Dogs can be born with abnormalities that may cause them to suffer from urinary incontinence. Whether these issues are chromosomal, neurological, or physical determines whether surgical treatments or medications can help.
These are a few of the more common reasons a dog may suffer from urinary incontinence but they aren’t the only reasons. It is important to receive a proper medical diagnosis when your pup begins showing signs of medical issues.
Urinary Incontinence and Dog Food
Out of the above-mentioned causes of urinary incontinence in dogs, urinary tract illnesses can sometimes be associated with the types of dog food we feed our pets. This is especially true when dealing with bladder stones. Bladder stones are rock-like mineral formations in your dog’s bladder. If you’re feeding your dog certain foods with high mineral content, it can make the situation worse, or in some instances, possibly be the cause.

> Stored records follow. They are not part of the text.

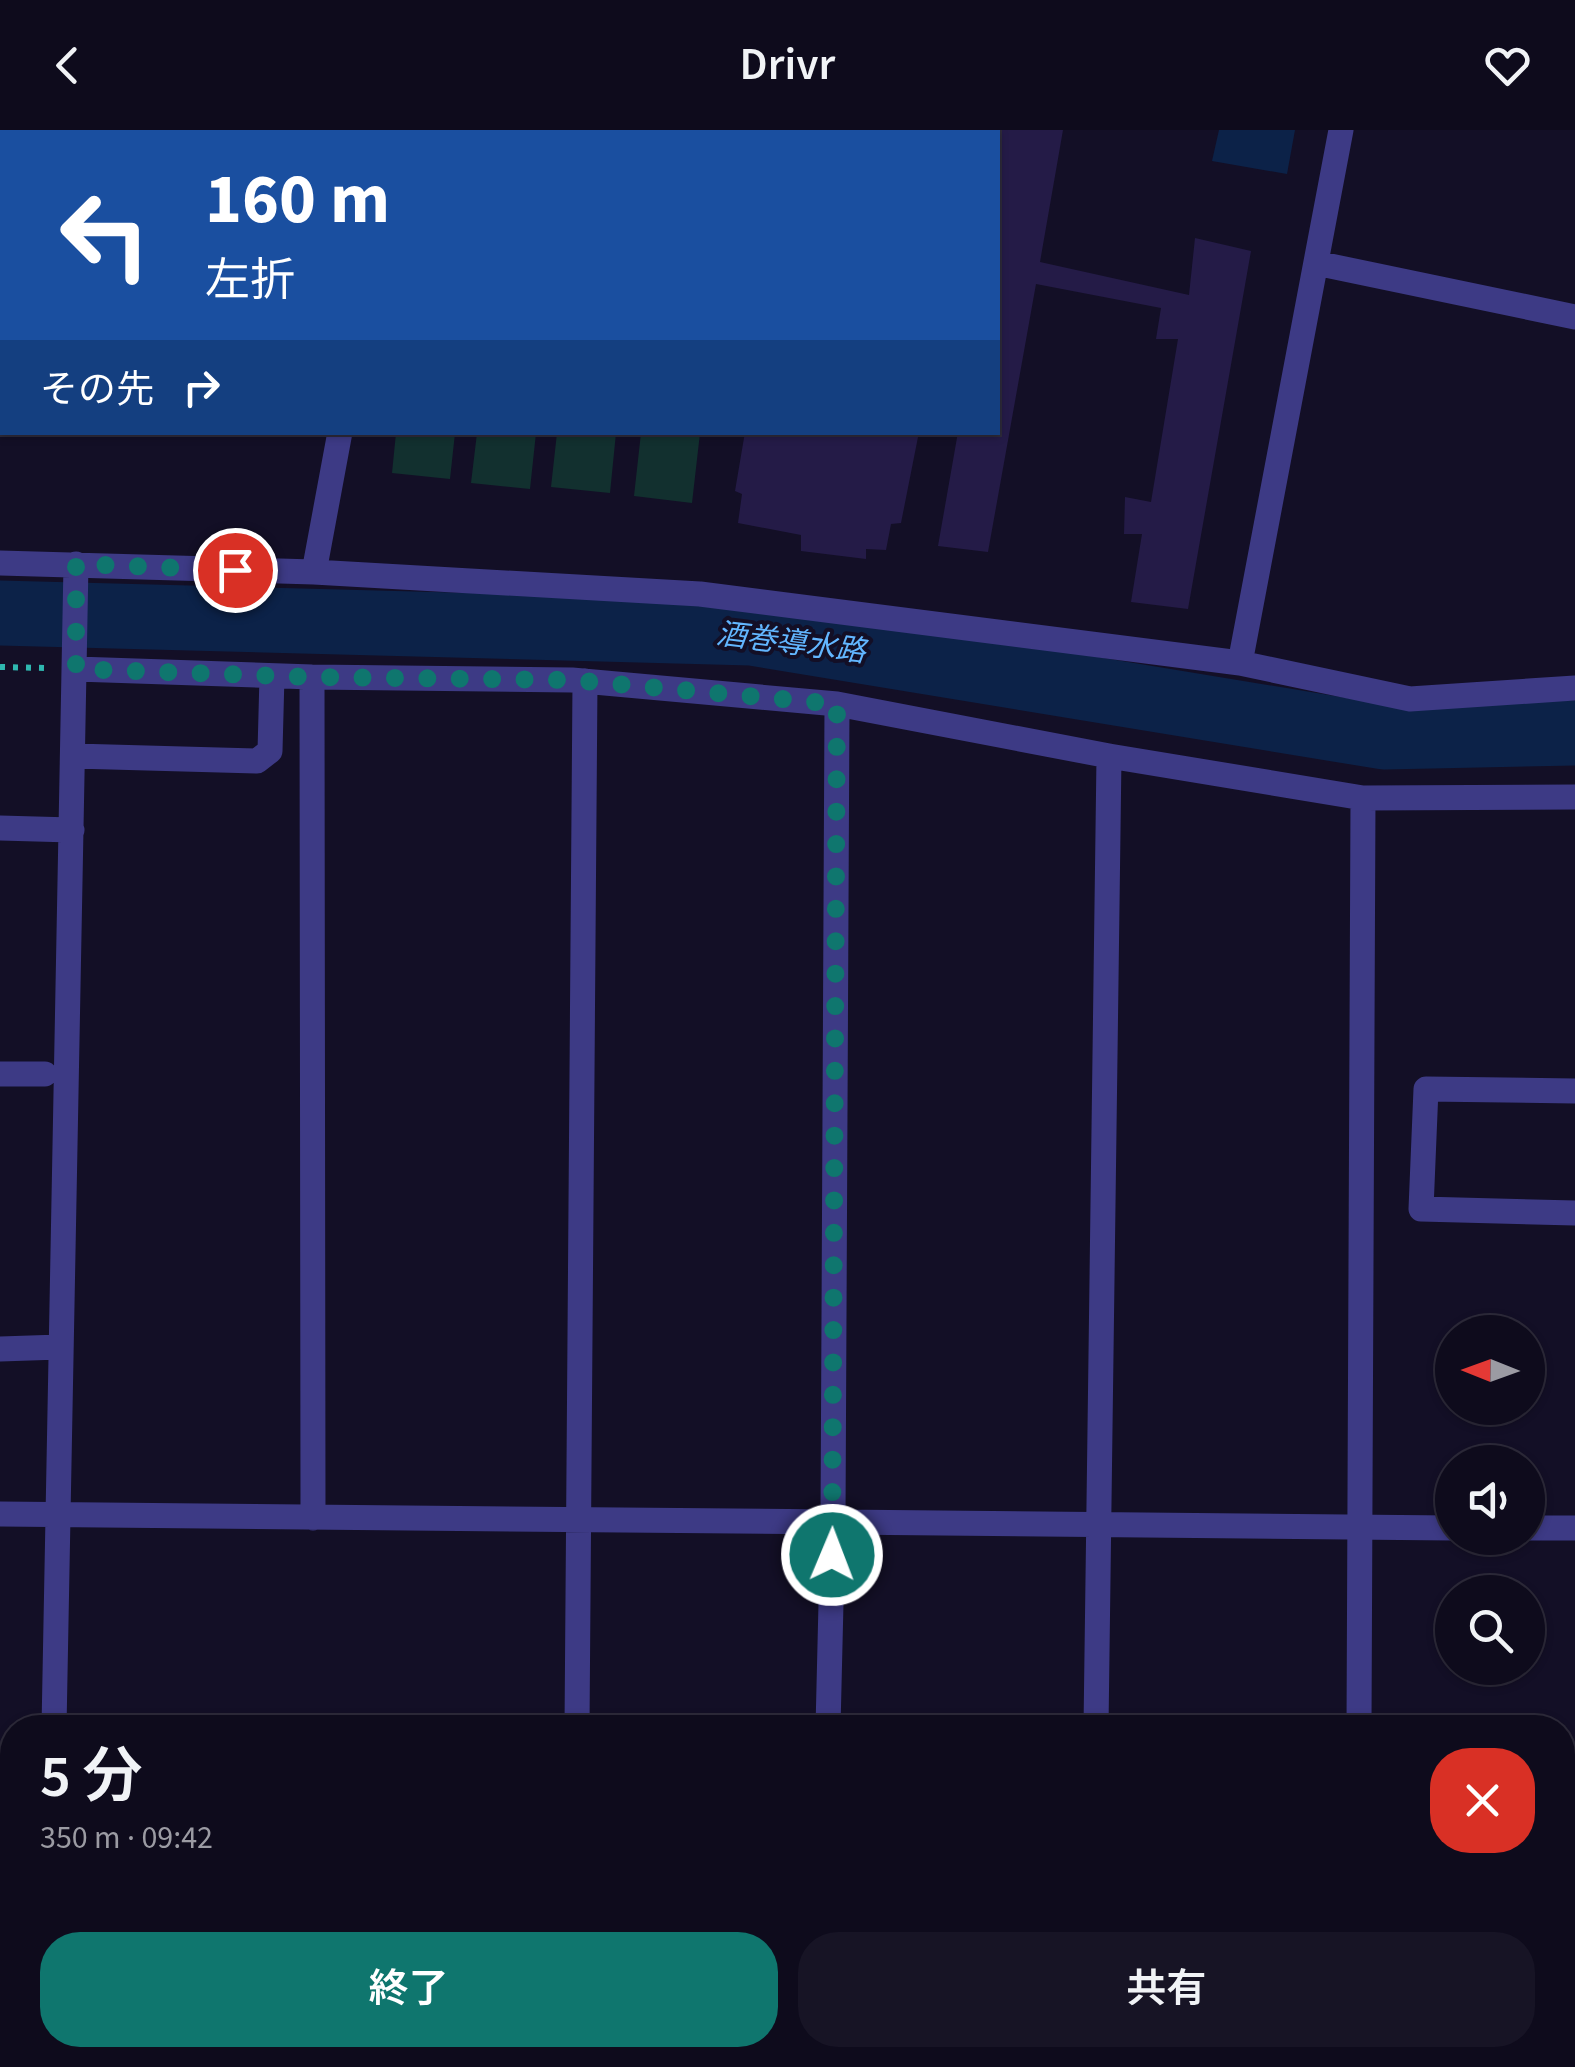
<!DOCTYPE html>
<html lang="ja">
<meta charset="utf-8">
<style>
body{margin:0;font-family:"Source Sans 3","Noto Sans JP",sans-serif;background:#171425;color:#f1f3f6;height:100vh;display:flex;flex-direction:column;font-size:38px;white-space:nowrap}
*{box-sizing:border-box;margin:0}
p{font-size:32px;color:#9b9ba3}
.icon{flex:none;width:55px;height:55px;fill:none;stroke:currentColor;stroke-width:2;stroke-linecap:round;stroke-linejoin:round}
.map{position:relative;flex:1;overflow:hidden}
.panel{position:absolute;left:0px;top:1585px;width:1575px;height:352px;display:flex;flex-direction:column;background:#0e0b1c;border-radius:40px 40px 0 0;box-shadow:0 2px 8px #0004,0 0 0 2px #2e2b3b}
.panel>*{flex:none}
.top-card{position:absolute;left:0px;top:0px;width:1000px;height:305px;box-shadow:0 2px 8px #0004,0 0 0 2px #2e2b3b;background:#1a4fa0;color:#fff;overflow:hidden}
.needle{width:65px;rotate:271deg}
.controls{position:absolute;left:1435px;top:1185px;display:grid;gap:20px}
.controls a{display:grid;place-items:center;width:110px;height:110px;border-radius:50%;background:#0e0b1c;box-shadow:0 2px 8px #0004,0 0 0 2px #2e2b3b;font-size:50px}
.pin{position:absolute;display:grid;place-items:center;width:85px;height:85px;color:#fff;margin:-42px;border:5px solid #fff;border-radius:50%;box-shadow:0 2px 10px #0007}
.me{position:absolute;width:110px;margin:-55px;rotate:1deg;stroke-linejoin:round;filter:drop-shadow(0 0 8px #0008)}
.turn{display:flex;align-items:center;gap:35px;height:210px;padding:0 40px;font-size:45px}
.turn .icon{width:130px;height:130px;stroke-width:2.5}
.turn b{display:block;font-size:70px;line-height:85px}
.then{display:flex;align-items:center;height:95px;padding:0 40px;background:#0003;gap:20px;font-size:38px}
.round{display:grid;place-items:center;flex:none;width:105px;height:105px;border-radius:40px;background:#171425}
.head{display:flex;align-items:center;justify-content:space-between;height:170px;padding:0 40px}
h1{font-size:60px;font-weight:600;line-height:75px}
.cta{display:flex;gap:20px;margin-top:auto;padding:20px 40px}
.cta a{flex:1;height:115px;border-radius:40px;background:#0f766e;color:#fff;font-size:40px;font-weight:600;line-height:115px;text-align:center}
.cta a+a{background:#171425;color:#f1f3f6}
header{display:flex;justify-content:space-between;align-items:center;height:130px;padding:0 40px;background:#0e0b1c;font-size:45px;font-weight:600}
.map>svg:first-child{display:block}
.green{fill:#12302f}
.water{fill:#0c2248}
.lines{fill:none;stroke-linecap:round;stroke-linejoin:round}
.river{stroke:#0c2248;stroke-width:65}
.building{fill:#241b47}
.path{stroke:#2fb8b0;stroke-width:6;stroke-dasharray:5 8;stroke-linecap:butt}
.minor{stroke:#3d3a85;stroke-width:25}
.route{stroke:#0f766e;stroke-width:18;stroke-dasharray:0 32.4}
.labels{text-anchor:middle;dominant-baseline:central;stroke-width:8;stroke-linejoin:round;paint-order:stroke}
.water-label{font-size:30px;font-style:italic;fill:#62b6ff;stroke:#130f26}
</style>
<header><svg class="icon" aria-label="back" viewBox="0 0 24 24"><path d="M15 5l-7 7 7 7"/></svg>Drivr<svg class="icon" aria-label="heart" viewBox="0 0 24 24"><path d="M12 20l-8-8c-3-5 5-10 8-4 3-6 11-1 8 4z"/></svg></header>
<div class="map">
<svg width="1575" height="1937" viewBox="0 0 1575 1937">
<rect width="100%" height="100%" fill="#130f26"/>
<path class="green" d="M486 0H676L689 2H486Z
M396 303H455L450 349 392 343Z
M477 303H536L530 359 471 353Z
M557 303H616L610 363 551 357Z
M641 303H700L692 373 634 366Z"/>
<path class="water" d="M1219 0H1295L1287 44 1212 31Z"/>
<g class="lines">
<path class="river" d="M0 483 751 503 1384 607 1575 603"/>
</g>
<path class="building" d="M998 0H1063L1040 132 1189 165 1195 108 1251 121 1188 479 1131 472 1142 404H1124L1125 367 1151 372 1178 209H1156L1161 178 1036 154 988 422 938 416 958 302H998Z
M745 302H919L901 393 891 394 886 420 866 419V429L801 421V405L738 393 742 364 735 361Z
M72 1925H298V1937H72Z"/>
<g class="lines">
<path class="path" d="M0 537 45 538"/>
<path class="minor" d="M394 2 395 0
M1316 133 1575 187
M0 433 314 442 340 302
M314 442 700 464 1240 533 1410 569 1575 558
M1240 533 1341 0
M76 539 312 547 572 550 837 574 1109 626 1363 668 1575 667
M312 547 313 1388
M74 626 257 631 270 621 272 546
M0 698 72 700
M0 944H45
M1575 961 1426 959 1421 1079 1575 1083
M0 1219 60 1217
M0 1384 1452 1398
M1528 1398H1575
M54 1598 76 434
M577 1598 585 551
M828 1598 833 1390 837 574
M1096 1598 1109 626
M1359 1598 1363 668
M1562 1775 1575 1776
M47 1925 48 1937
M576 1937V1925
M819 1937 820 1925
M1091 1937V1925
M1351 1937 1352 1925"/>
</g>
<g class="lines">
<path class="route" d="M235 440 76 434V539L312 547 572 550 837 574 832 1425"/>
</g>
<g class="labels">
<g class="water-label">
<text transform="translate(791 513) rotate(7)">酒巻導水路</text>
</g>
</g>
</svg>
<div class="controls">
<a><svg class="needle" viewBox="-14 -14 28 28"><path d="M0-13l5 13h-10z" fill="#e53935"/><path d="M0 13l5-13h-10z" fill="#9b9ba3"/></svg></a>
<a><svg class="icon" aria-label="sound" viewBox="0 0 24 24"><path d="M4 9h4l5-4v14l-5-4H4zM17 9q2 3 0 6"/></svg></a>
<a><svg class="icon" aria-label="search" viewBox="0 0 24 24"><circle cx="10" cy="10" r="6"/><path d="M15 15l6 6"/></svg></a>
</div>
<div class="pin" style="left:235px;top:440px;background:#d93025"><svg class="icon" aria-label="arrive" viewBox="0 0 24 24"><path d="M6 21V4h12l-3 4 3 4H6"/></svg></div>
<svg class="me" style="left:832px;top:1425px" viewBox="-20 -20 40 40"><circle r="17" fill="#0f766e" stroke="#fff" stroke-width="3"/><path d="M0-11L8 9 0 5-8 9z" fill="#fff"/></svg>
<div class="top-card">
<div class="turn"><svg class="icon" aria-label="left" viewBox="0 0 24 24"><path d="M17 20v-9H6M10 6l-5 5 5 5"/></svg><div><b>160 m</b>左折</div></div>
<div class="then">その先<svg class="icon" aria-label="right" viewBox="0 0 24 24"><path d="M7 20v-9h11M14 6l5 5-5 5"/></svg></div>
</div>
<section class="panel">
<div class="head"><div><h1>5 分</h1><p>350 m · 09:42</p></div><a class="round" style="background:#d93025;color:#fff"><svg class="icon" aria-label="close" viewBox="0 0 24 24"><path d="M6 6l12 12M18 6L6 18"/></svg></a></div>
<div class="cta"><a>終了</a><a>共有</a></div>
</section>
</div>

If your pet is suffering from urinary incontinence, bladder stones, or other types of urinary issues, speak to your veterinarian about the mineral content in their food. They may advise you to choose a food with cod liver oil, certain vitamins, or other ingredients that are known to help with better kidney function. Your veterinarian may also suggest that you limit the amount of magnesium and phosphorus in your dog’s diet if bladder stones, leading to urinary incontinence, are issues for your pet.
While dog food isn’t the underlying cause of urinary incontinence in dogs, in some cases it can be a contributing factor. This is why it is so important to know what is going on in your pet’s food bowl. If you’re ever in doubt about what is best for your dog or notice they are suffering from urinary incontinence or other urinary issues, contact your veterinarian. They can help you determine causes, seek proper treatment, and help get your dog feeling better soon as possible.